[Stored entries]

----

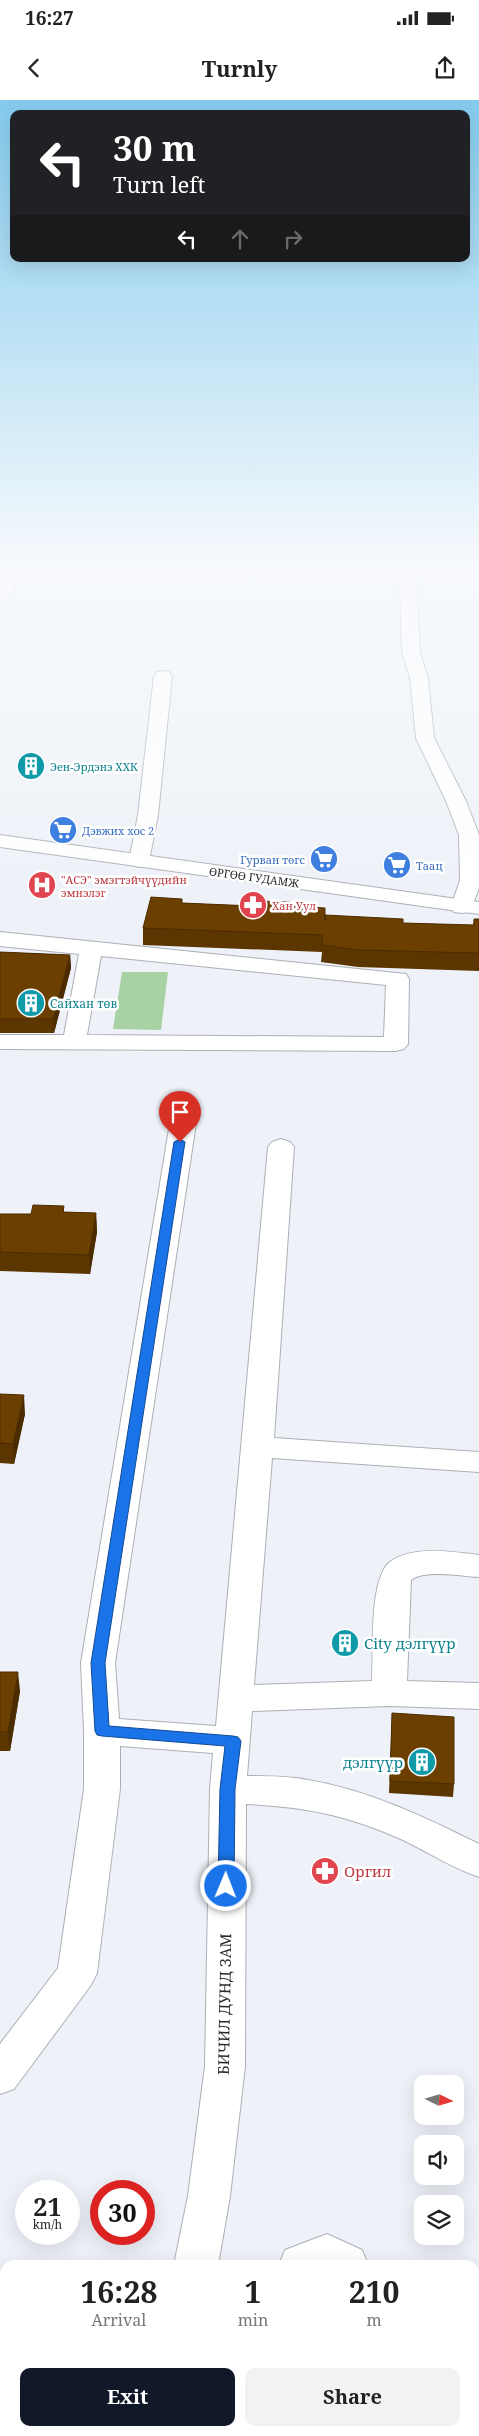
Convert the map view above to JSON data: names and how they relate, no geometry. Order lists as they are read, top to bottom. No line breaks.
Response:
{"streets":{"street":["ӨРГӨӨ ГУДАМЖ","БИЧИЛ ДУНД ЗАМ"]},"places":{"building":["Эен-Эрдэнэ ХХК","Сайхан төв","City дэлгүүр","дэлгүүр"],"supermarket":["Дэвжих хос 2","Гурван төгс","Таац"],"hospital":["\"АСЭ\" эмэгтэйчүүдийн эмнэлэг"],"pharmacy":["Хан Уул","Оргил"]},"north":"right","page":{"status":"16:27","header":"Turnly","turn":["30 m","Turn left"],"speed":"21 km/h","limit":"30","eta":["16:28","Arrival","1","min","210","m"],"buttons":["Exit","Share"]}}
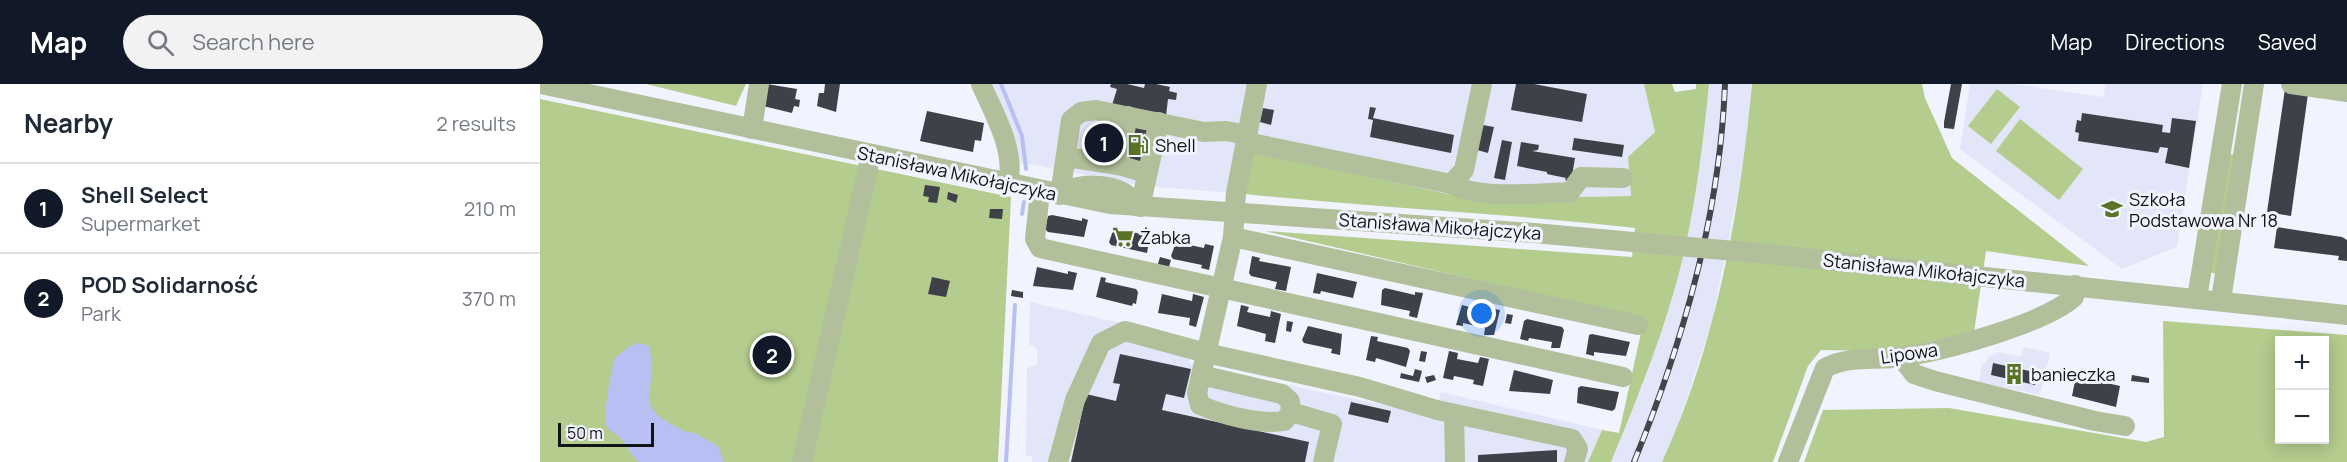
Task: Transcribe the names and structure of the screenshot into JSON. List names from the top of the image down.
{
  "streets": {
    "street": ["Stanisława Mikołajczyka", "Lipowa"]
  },
  "crossings": [
    ["Stanisława Mikołajczyka", "Lipowa"]
  ],
  "places": {
    "fuel station": ["Shell"],
    "school or university": ["Szkoła Podstawowa Nr 18"],
    "supermarket": ["Żabka"],
    "building": ["banieczka"]
  },
  "scale_bar": "50 m",
  "page": {
    "header": "Map",
    "search": "Search here",
    "nav": ["Map", "Directions", "Saved"],
    "heading": ["Nearby", "2 results"],
    "pins": ["1", "2"],
    "list": [
      {
        "mark": "1",
        "name": "Shell Select",
        "note": "Supermarket",
        "value": "210 m"
      },
      {
        "mark": "2",
        "name": "POD Solidarność",
        "note": "Park",
        "value": "370 m"
      }
    ],
    "map_buttons": ["+", "−"],
    "scale": "50 m"
  }
}
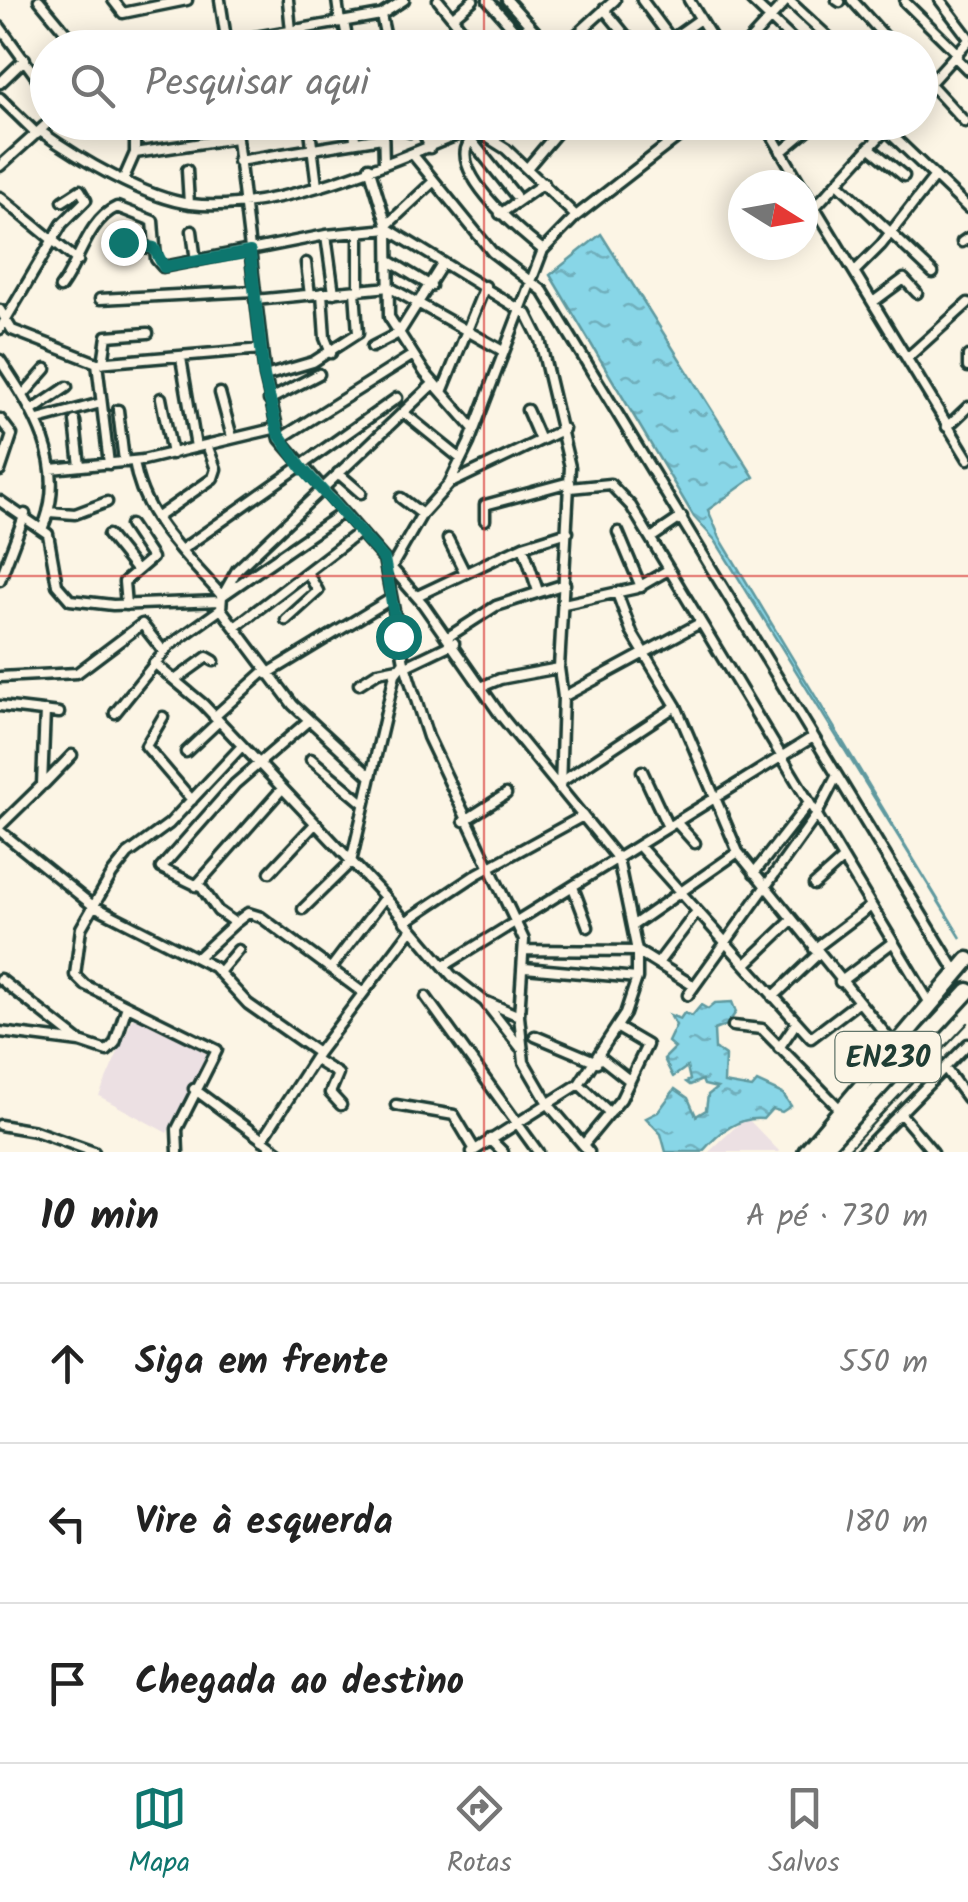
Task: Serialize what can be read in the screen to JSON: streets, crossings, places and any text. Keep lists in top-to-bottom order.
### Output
{
  "streets": {
    "highway": ["EN230"]
  },
  "north": "right",
  "page": {
    "search": "Pesquisar aqui",
    "heading": ["10 min", "A pé · 730 m"],
    "list": [
      ["Siga em frente", "550 m"],
      ["Vire à esquerda", "180 m"],
      "Chegada ao destino"
    ],
    "nav": ["Mapa", "Rotas", "Salvos"]
  }
}
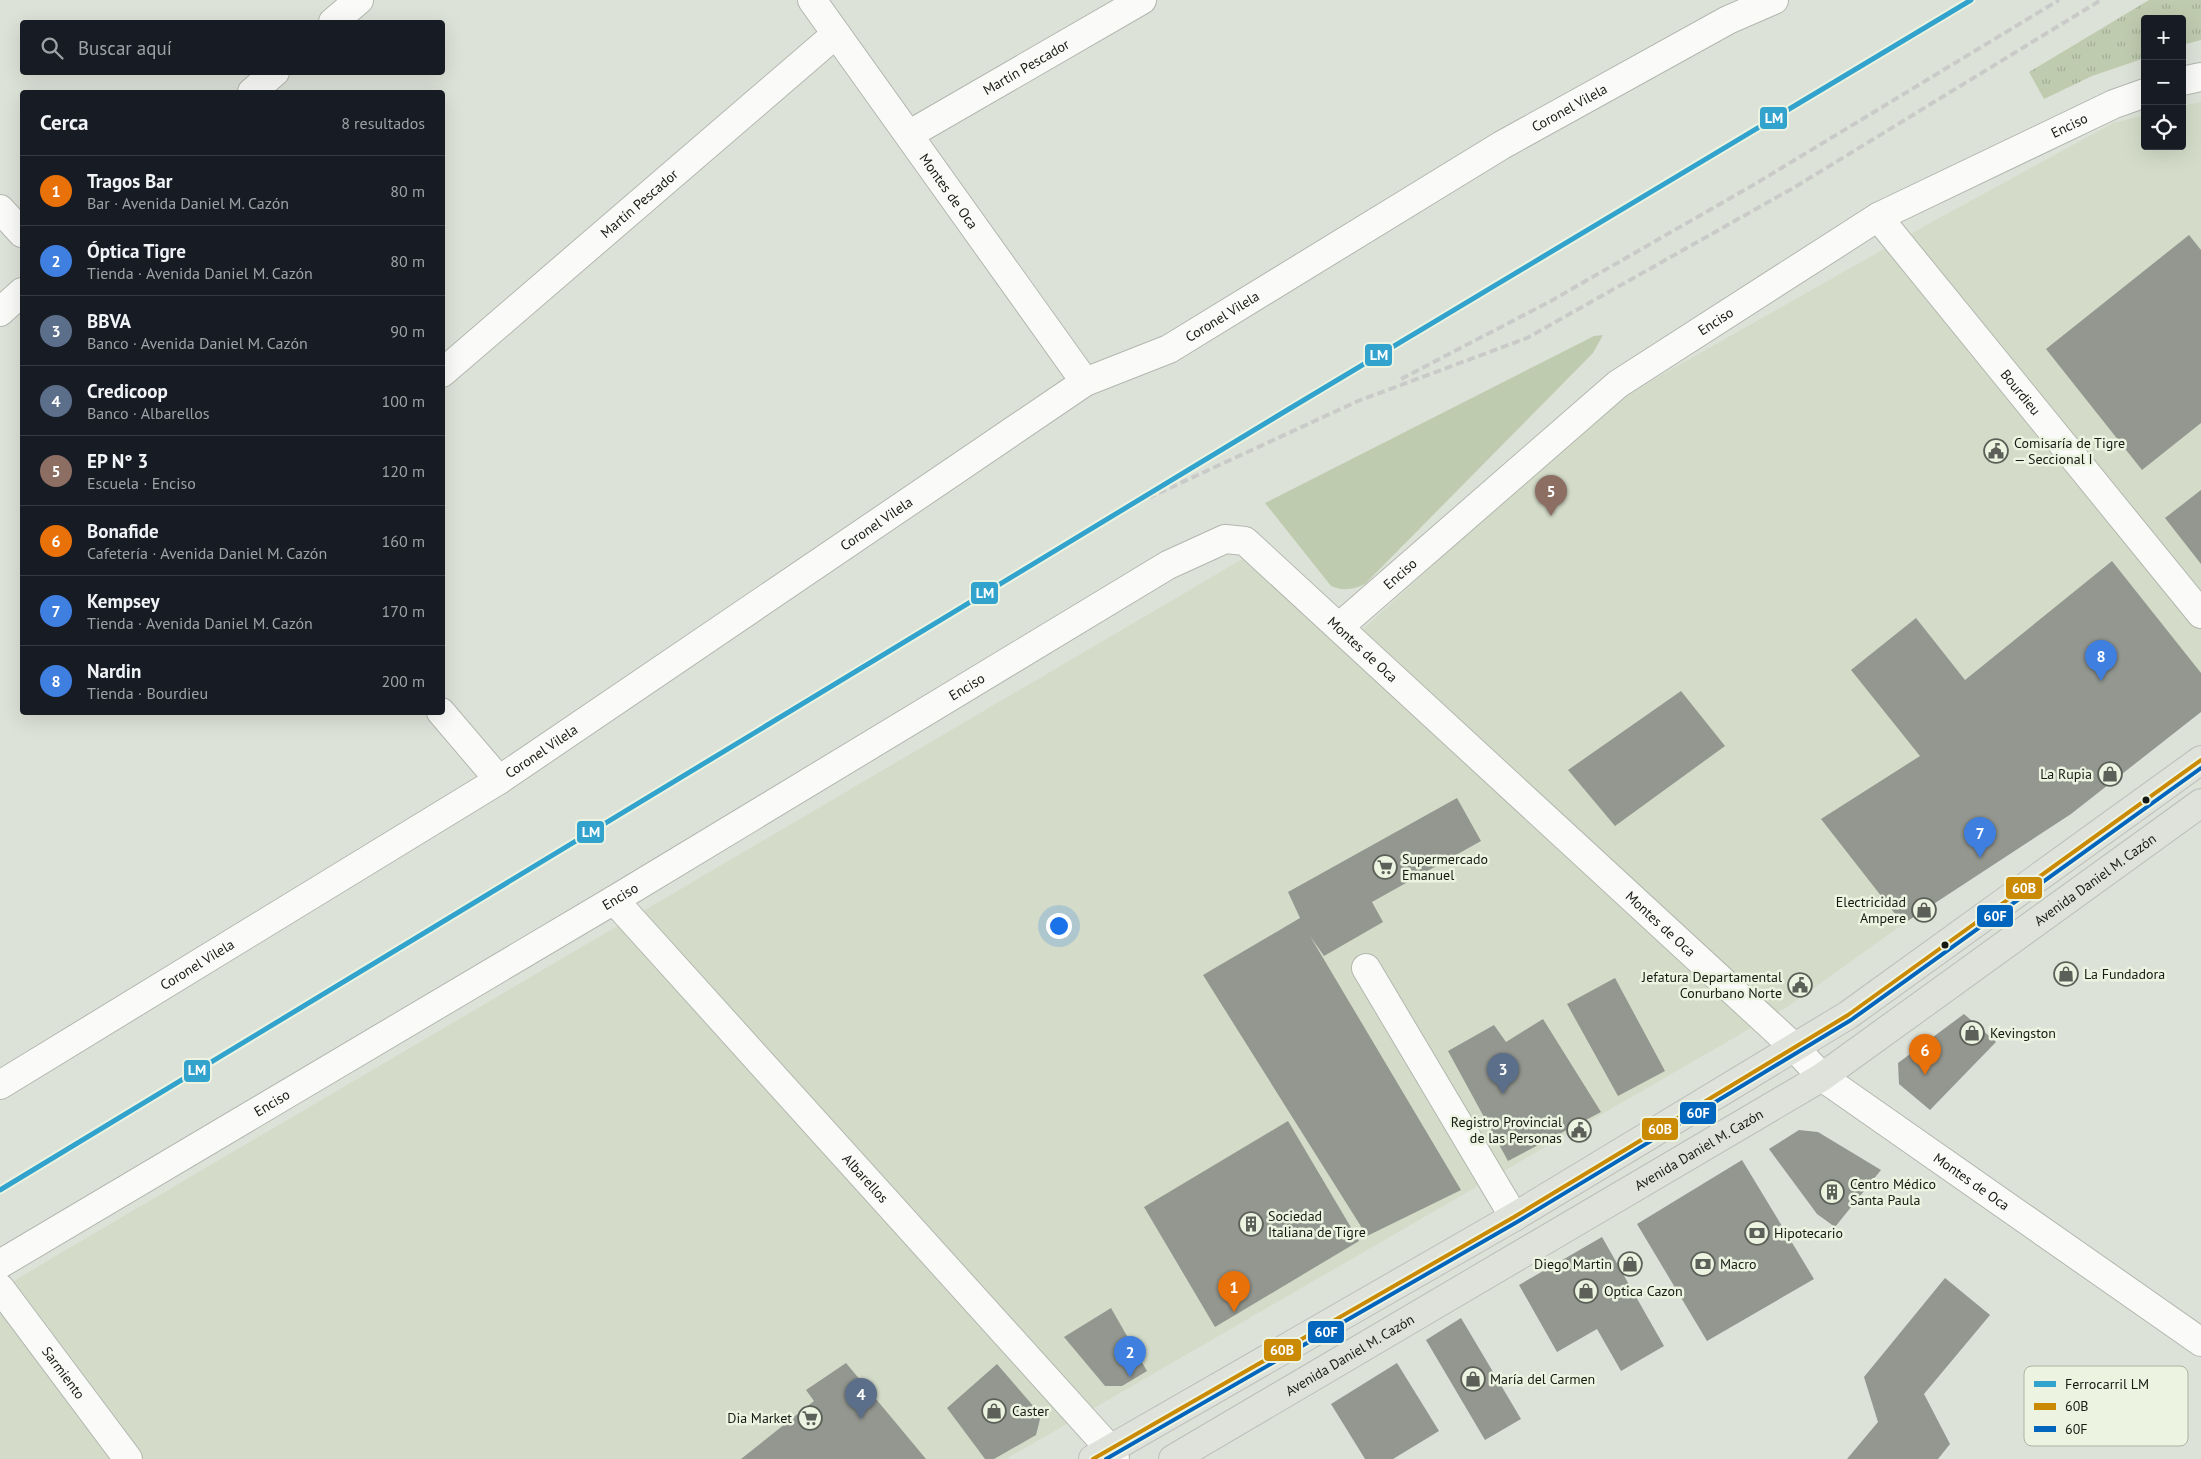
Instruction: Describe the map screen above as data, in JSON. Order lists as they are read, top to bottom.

----

[What you will do]
Output nothing but the entries above, exactly, once the pictures are removed.

[Worked solution]
Convert the map view above to JSON data: names and how they relate, no geometry. Order lists as they are read, top to bottom. No line breaks.
Response:
{"streets":{"street":["ӨРГӨӨ ГУДАМЖ","БИЧИЛ ДУНД ЗАМ"]},"places":{"building":["Эен-Эрдэнэ ХХК","Сайхан төв","City дэлгүүр","дэлгүүр"],"supermarket":["Дэвжих хос 2","Гурван төгс","Таац"],"hospital":["\"АСЭ\" эмэгтэйчүүдийн эмнэлэг"],"pharmacy":["Хан Уул","Оргил"]},"north":"right","page":{"status":"16:27","header":"Turnly","turn":["30 m","Turn left"],"speed":"21 km/h","limit":"30","eta":["16:28","Arrival","1","min","210","m"],"buttons":["Exit","Share"]}}
Task: Transcribe the names and structure of the screenshot into JSON. List names from the top of the image down.
{
  "streets": {
    "street": ["Stanisława Mikołajczyka", "Lipowa"]
  },
  "crossings": [
    ["Stanisława Mikołajczyka", "Lipowa"]
  ],
  "places": {
    "fuel station": ["Shell"],
    "school or university": ["Szkoła Podstawowa Nr 18"],
    "supermarket": ["Żabka"],
    "building": ["banieczka"]
  },
  "scale_bar": "50 m",
  "page": {
    "header": "Map",
    "search": "Search here",
    "nav": ["Map", "Directions", "Saved"],
    "heading": ["Nearby", "2 results"],
    "pins": ["1", "2"],
    "list": [
      {
        "mark": "1",
        "name": "Shell Select",
        "note": "Supermarket",
        "value": "210 m"
      },
      {
        "mark": "2",
        "name": "POD Solidarność",
        "note": "Park",
        "value": "370 m"
      }
    ],
    "map_buttons": ["+", "−"],
    "scale": "50 m"
  }
}
Task: Serialize what can be read in the screen to JSON: streets, crossings, places and any text. Keep lists in top-to-bottom order.
### Output
{
  "streets": {
    "highway": ["EN230"]
  },
  "north": "right",
  "page": {
    "search": "Pesquisar aqui",
    "heading": ["10 min", "A pé · 730 m"],
    "list": [
      ["Siga em frente", "550 m"],
      ["Vire à esquerda", "180 m"],
      "Chegada ao destino"
    ],
    "nav": ["Mapa", "Rotas", "Salvos"]
  }
}
Instruction: Describe the map screen above as data, in JSON. Order lists as they are read, top to bottom.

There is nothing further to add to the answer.